In order to get a curbside pick-up at Sacramento International Airport, you must descend a set of double escalators. In my hundreds of trips down said stairs in the last few years, I always notice the friends and family waiting to pick up passengers. Most camp in seating areas at the base of the stairs, staring up to see if their loved one is coming down. A few gather at the top of the escalators eager to see their people as soon as possible. My favorite is when kidlets wave colorful hand-made signs for their parents, or when lovers reunite in passionate the-rest-of-the-world-does-not-exist embraces.
|Photo from Google images.|
While my favorite person waited outside to whisk me away, I searched for a path to maneuver through the throng of relieved loved ones. Before getting to T, however, I faced one last hurdle: the shiny black eyes of TV cameras and the eager microphones of local reporters.
“According to most studies, people’s number one fear is public speaking. Number two is death. Death is number two? Does that seem right? To the average person that means that if they have to go to a funeral, they’d be better off in the casket than giving the eulogy,” Jerry Seinfeld.
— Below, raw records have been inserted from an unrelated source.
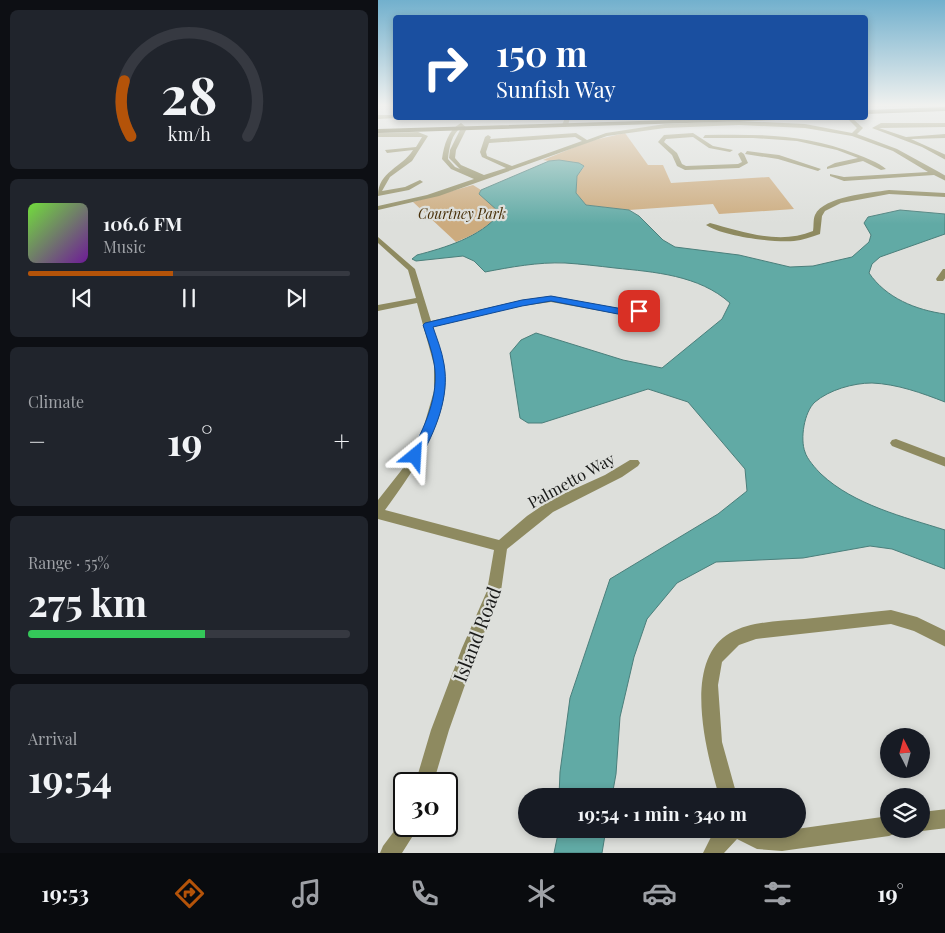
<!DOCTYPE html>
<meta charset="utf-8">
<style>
:root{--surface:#171b24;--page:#20242c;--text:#f1f3f6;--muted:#9ea1a6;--line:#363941;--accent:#b45309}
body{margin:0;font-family:"Playfair Display",serif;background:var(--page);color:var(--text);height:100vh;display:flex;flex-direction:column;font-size:19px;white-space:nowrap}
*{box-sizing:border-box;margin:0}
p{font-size:16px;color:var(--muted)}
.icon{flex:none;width:28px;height:28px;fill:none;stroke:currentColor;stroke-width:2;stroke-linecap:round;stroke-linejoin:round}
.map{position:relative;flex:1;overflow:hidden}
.sheet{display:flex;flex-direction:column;gap:10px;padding:10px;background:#0d0f14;width:378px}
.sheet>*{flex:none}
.hud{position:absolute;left:15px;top:15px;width:475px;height:105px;border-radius:5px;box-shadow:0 2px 8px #0003;background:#1a4fa0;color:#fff;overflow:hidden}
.needle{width:32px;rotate:354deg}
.buttons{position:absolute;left:502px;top:728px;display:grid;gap:10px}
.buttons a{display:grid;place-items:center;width:50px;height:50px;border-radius:50%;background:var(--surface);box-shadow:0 2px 8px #0003;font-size:25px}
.speed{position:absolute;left:15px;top:772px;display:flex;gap:10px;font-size:25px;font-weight:700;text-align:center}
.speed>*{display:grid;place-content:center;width:65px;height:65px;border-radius:50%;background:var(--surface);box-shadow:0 2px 8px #0003;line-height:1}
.speed .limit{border:2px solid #111;border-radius:8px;background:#fff;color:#111}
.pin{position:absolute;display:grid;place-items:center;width:42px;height:42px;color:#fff;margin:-21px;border-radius:10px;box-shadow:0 2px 8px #0006}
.me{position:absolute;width:55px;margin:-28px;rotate:27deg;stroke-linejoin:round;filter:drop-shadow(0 0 4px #0008)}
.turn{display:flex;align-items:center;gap:18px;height:105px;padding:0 20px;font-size:22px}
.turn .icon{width:65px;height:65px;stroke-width:2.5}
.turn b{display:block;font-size:35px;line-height:42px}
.big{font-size:38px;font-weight:700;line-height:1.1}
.sheet .tile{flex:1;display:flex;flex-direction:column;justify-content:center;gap:8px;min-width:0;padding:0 18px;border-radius:8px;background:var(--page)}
.sheet .dial{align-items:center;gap:0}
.dial svg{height:130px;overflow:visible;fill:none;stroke:var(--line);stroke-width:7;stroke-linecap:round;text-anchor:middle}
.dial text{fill:var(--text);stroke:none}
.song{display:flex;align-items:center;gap:15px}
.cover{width:60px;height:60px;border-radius:8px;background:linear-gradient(135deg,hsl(100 70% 55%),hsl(280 70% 35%))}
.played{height:5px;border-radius:2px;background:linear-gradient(90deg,var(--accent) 45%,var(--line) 45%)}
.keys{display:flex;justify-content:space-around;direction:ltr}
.heat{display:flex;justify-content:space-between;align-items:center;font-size:28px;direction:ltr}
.charge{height:8px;border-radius:4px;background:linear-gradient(90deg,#34c759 55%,var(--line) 0)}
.trip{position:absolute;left:140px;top:788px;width:288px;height:50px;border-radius:25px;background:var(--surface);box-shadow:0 2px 8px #0003;font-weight:700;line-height:50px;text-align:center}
.dock{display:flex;height:80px;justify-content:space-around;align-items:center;background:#090b0e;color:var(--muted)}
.dock .icon{width:35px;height:35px}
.dock .selected{color:var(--accent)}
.dock b{font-size:22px;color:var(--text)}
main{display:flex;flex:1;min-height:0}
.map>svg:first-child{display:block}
.green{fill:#ccab7e}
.water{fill:#61aaa5;stroke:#4b7f7b}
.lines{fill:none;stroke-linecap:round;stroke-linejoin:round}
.street{fill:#8e8a60;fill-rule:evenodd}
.secondary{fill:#68611a;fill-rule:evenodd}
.primary{fill:#494413;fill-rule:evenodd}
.route{fill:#1a73e8;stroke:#114b97}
.labels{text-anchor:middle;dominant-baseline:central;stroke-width:4.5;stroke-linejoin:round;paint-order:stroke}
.far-park-label{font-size:14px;font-style:italic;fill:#472f08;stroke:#dddfdb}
.street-label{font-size:16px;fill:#191a19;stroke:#dddfdb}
.near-street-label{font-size:19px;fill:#191a19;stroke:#dddfdb}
</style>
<main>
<section class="sheet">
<div class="tile dial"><svg viewBox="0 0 100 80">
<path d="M14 69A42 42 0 1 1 86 69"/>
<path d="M14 69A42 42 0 0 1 10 35" stroke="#b45309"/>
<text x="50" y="56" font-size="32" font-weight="700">28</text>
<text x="50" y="72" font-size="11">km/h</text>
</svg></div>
<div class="tile">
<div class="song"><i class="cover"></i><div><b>106.6 FM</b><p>Music</p></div></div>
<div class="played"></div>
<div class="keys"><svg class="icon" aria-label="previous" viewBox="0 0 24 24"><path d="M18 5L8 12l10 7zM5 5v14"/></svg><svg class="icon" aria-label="pause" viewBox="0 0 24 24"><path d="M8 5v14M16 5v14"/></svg><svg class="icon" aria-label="next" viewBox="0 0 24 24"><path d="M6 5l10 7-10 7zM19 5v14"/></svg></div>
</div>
<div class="tile"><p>Climate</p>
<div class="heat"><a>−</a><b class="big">19°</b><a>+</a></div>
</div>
<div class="tile"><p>Range · 55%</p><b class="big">275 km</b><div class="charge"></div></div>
<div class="tile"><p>Arrival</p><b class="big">19:54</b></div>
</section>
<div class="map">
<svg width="568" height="853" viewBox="0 0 568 853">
<rect width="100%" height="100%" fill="#dddfdb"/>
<path class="green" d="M247 133 270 165H285L293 183 391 177 416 209 341 214 335 204 251 210 208 205 198 193 199 176 206 167 181 160 171 161 165 160 212 141Z
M95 185 103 190 101 194 117 207 121 214C111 227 93 236 78 242L35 202Z"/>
<path class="water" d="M181 160 201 163 206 166 199 176 198 193 208 205 251 210 261 216 285 240 297 247 361 255 412 267 435 266 474 257 491 242 493 235 486 223 490 217 522 210 567 214V234L502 257 494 264 491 273C508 298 538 310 567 314V402C544 393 519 384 494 383 475 383 451 390 437 402 426 412 422 439 427 452 429 459 438 469 443 474 476 505 526 517 567 530V569L514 549 492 546 425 558 338 562 299 583 269 619 256 657 242 717 238 774 234 796H181L182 772 192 698 232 579 340 514 369 491 367 469 310 402 270 389 164 423H150L142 418 132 353 143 340 158 333 245 360 284 368 344 319 352 303C321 275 276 272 237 268 220 266 203 264 187 263 160 262 133 267 107 272L96 261 85 256 38 261 34 259 39 255C66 248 103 237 121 214L120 211 101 194 103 190 171 161Z
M181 829H228L224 853H176Z"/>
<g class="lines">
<path class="street" d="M0 115H18V118L0 119Z
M187 118H192L190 125 187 127 184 125Z
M469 118H474L485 128 479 134 519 149 561 172 568 176V181L556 175 466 181 452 176V174L466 177 550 172 515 151 474 136 427 128 361 125 287 128 229 136 61 196 0 210V206L49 195 96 179 73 169 64 159C66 145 70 130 83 123L89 128 78 150 77 158 83 165 106 175 128 168 104 157 102 152 107 137 110 135 113 137 112 139 198 133 209 140 228 133 287 124 361 121 427 124 474 133 479 128ZM83 128 72 150 71 158 82 169 77 167 70 159C71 148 74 133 83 128ZM197 137 204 141 134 166 109 156 108 152 111 143Z
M503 123H568V127L501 128 528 137 568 134V138L533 139 568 155V160L544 147 494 128Z
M40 132 50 136 34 161 12 177 4 191 27 187 42 180 45 182 31 190 0 196C0 171 24 168 35 150L9 153 7 150 38 147 44 137H0V133Z
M315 133 335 146 355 150 352 152 331 148 315 137 288 139 286 142 299 153 304 164 308 166 360 164 364 162 360 154 363 152 366 154 370 163 361 168 307 170 299 166 294 155 280 142 286 135Z
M327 135C379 134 429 134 478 154 488 158 500 162 508 169L503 170 485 161 449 169V167L457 163 480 158 459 150 419 141 375 138H325Z
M369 151 401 155 443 169 440 171 400 159 367 154Z
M511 190 568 193V197L511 194 463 203 447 211 444 216 442 234C433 237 425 240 416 241 396 243 344 236 328 225L332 223C365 232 402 245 435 231 436 226 435 219 437 215 446 196 492 193 511 190Z
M0 237 37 269 53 321 144 300 173 296 245 309 261 308 265 311 261 314 245 315 173 302 144 306 55 327C58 339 63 351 66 364 76 414 35 472 7 510L121 540 149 516 174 499 227 475 252 460H260L262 463 260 466 244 477 175 512 129 549 123 591 100 648 71 730 55 784H37L53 730 84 648 109 591 116 550 0 519V500L26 467 45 429 56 391V365L39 303 0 311V305L38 298 30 270 0 243Z
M565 269H568V277L565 281H559L558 279Z
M518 439 568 458V467L514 446 512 443 514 440Z
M513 610 539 617 568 631V647L536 631 513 624 378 639 361 645 344 662 340 685 344 742 359 796H341C329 754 303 661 352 633 374 621 402 621 426 619 455 616 484 613 513 610Z
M568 809V828L544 831 540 829H544V812Z
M511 816V829H519L518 833 511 836 404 851 379 849 359 839 346 853H325L334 835 341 829H380L404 831Z
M26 818V826H41L24 853H2L5 846Z"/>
<path class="secondary" d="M564 105H568V107L565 106Z"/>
<path class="primary" d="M568 107V111L488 114V110Z
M361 118H401L398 120 0 133V129Z"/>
</g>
<linearGradient id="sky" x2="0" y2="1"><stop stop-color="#72b0cd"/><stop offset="0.47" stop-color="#f0f1ef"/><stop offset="1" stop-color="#f0f1ef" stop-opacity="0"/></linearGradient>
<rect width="568" height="224" fill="url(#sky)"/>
<path class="route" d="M173 296 245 309 261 308 266 311 261 313 245 315 173 301 144 306 55 327C59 339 64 351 66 364 72 397 57 432 41 460H33L31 456C46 429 62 395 56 363 54 350 49 338 45 325L47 323 144 300Z"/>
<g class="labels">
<g class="far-park-label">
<text x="84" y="213">Courtney Park</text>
</g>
<g class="street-label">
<text transform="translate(193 480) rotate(-29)">Palmetto Way</text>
</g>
<g class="near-street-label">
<text transform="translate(98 634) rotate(-69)">Island Road</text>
</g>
</g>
</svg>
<div class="buttons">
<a><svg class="needle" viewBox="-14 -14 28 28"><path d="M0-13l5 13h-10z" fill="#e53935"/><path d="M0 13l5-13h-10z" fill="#9ea1a6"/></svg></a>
<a><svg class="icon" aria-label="layers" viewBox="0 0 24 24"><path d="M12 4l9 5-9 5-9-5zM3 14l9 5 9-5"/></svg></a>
</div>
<div class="speed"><div class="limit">30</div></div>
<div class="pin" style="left:261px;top:311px;background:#d93025"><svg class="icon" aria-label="arrive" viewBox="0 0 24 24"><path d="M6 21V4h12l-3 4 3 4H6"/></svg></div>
<svg class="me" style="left:37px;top:456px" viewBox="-20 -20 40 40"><path d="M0-17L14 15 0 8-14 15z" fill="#1a73e8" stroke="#fff" stroke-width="4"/></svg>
<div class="trip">19:54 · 1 min · 340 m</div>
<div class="hud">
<div class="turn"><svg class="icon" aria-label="right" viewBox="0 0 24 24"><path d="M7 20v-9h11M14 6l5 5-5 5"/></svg><div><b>150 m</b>Sunfish Way</div></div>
</div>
</div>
</main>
<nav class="dock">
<b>19:53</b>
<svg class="icon selected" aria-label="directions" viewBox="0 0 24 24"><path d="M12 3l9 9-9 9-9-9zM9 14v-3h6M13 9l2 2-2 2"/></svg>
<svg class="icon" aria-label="music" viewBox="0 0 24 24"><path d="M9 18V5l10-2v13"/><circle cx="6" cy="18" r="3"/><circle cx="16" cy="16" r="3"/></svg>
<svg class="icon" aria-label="phone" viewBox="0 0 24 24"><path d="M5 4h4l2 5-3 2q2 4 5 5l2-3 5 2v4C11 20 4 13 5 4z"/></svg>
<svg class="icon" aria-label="climate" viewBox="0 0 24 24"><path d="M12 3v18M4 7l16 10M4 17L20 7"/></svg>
<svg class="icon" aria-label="car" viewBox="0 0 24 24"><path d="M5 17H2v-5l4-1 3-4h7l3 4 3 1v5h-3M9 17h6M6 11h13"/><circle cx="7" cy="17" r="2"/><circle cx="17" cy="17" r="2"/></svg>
<svg class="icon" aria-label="filters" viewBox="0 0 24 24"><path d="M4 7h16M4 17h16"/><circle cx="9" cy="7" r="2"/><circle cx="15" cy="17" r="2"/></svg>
<b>19°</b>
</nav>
After those three on-the-spot interviews and subsequent TV and radio conversations, a friend quipped that some folks out there might rather go through the emergency landing than ever talk about it publicly. There may be some truth there.
I credit my ability to speak well to the many drama, speech and communication teachers I’ve been privileged to learn from. Although I still get nervous–Lord knows I turn bright red when speaking in class or giving presentations–I have confidence in my voice thanks to practice and performance in other venues. (Working for Blue Mountain News also helped, of course!)
It’s part of the reason I think speech and the arts are so vital to developing good citizens. As a some time speech teacher, I know how terrifying it is. I’ve had students choke up, cry and run out of the room mid-speech. But I’ve also seen transformation throughout the course of a semester. I’ve watched students who hated to ever speak in class become confident in their voices and ideas, and be able to articulate themselves comfortably. While they may never do public speaking for a living, I’m confident that they will go into the workforce and their communities, and present themselves well.
So, college students out there: Face the demon and take a speech class (and not the online variety!). It may not be the most fun semester ever, but you will come out better on the other end, I promise.
Parents: Consider encouraging your kids to do drama and speech in school. A professor at Arizona State, Johnny Saldana, just finished a cross-generational study of former drama/speech students. He and his colleagues found that years and years and years later, people who took drama or speech in high school cited increased confidence throughout the rest of their lives as a result!